> **EXERCISE INPUT**
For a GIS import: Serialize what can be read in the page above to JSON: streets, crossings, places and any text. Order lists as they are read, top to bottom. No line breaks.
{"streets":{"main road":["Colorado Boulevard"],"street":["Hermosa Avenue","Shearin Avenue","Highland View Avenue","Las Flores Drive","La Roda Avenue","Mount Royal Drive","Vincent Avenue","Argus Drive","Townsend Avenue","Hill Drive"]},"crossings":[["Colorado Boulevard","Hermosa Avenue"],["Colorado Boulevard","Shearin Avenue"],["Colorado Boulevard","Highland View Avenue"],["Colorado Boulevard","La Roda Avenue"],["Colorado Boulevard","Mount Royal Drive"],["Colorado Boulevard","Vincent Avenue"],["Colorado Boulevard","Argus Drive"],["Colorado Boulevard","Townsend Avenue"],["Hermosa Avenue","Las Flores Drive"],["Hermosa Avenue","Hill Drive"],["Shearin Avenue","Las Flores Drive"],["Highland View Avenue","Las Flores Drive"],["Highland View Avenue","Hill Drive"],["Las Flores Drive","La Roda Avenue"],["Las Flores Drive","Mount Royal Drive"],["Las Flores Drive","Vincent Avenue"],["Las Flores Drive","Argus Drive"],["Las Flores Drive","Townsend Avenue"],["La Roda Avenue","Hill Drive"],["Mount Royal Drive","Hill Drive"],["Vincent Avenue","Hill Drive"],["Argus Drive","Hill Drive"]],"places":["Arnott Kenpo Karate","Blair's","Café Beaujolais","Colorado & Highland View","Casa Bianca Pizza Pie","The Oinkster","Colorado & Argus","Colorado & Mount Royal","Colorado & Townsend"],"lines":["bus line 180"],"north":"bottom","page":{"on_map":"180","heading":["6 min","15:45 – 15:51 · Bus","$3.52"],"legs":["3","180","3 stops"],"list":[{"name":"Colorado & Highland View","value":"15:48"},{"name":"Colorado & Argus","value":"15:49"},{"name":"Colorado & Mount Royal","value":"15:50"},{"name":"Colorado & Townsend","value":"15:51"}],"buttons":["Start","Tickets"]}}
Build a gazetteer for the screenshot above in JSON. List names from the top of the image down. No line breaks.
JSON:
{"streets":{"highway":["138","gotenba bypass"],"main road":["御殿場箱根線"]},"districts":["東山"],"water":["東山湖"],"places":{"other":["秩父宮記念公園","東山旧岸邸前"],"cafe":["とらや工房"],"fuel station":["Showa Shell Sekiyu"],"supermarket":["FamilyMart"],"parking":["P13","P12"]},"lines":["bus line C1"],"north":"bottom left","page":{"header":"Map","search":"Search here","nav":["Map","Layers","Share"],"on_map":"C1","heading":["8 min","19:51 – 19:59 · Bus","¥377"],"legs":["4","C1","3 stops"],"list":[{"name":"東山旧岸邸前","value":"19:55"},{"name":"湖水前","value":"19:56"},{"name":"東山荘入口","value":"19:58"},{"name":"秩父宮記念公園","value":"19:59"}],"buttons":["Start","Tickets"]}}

> **TRY IT**
All lines in the preceding records that hold the word "above" need to be copied.

> **SOLUTION BELOW**
For a GIS import: Serialize what can be read in the page above to JSON: streets, crossings, places and any text. Order lists as they are read, top to bottom. No line breaks.
Build a gazetteer for the screenshot above in JSON. List names from the top of the image down. No line breaks.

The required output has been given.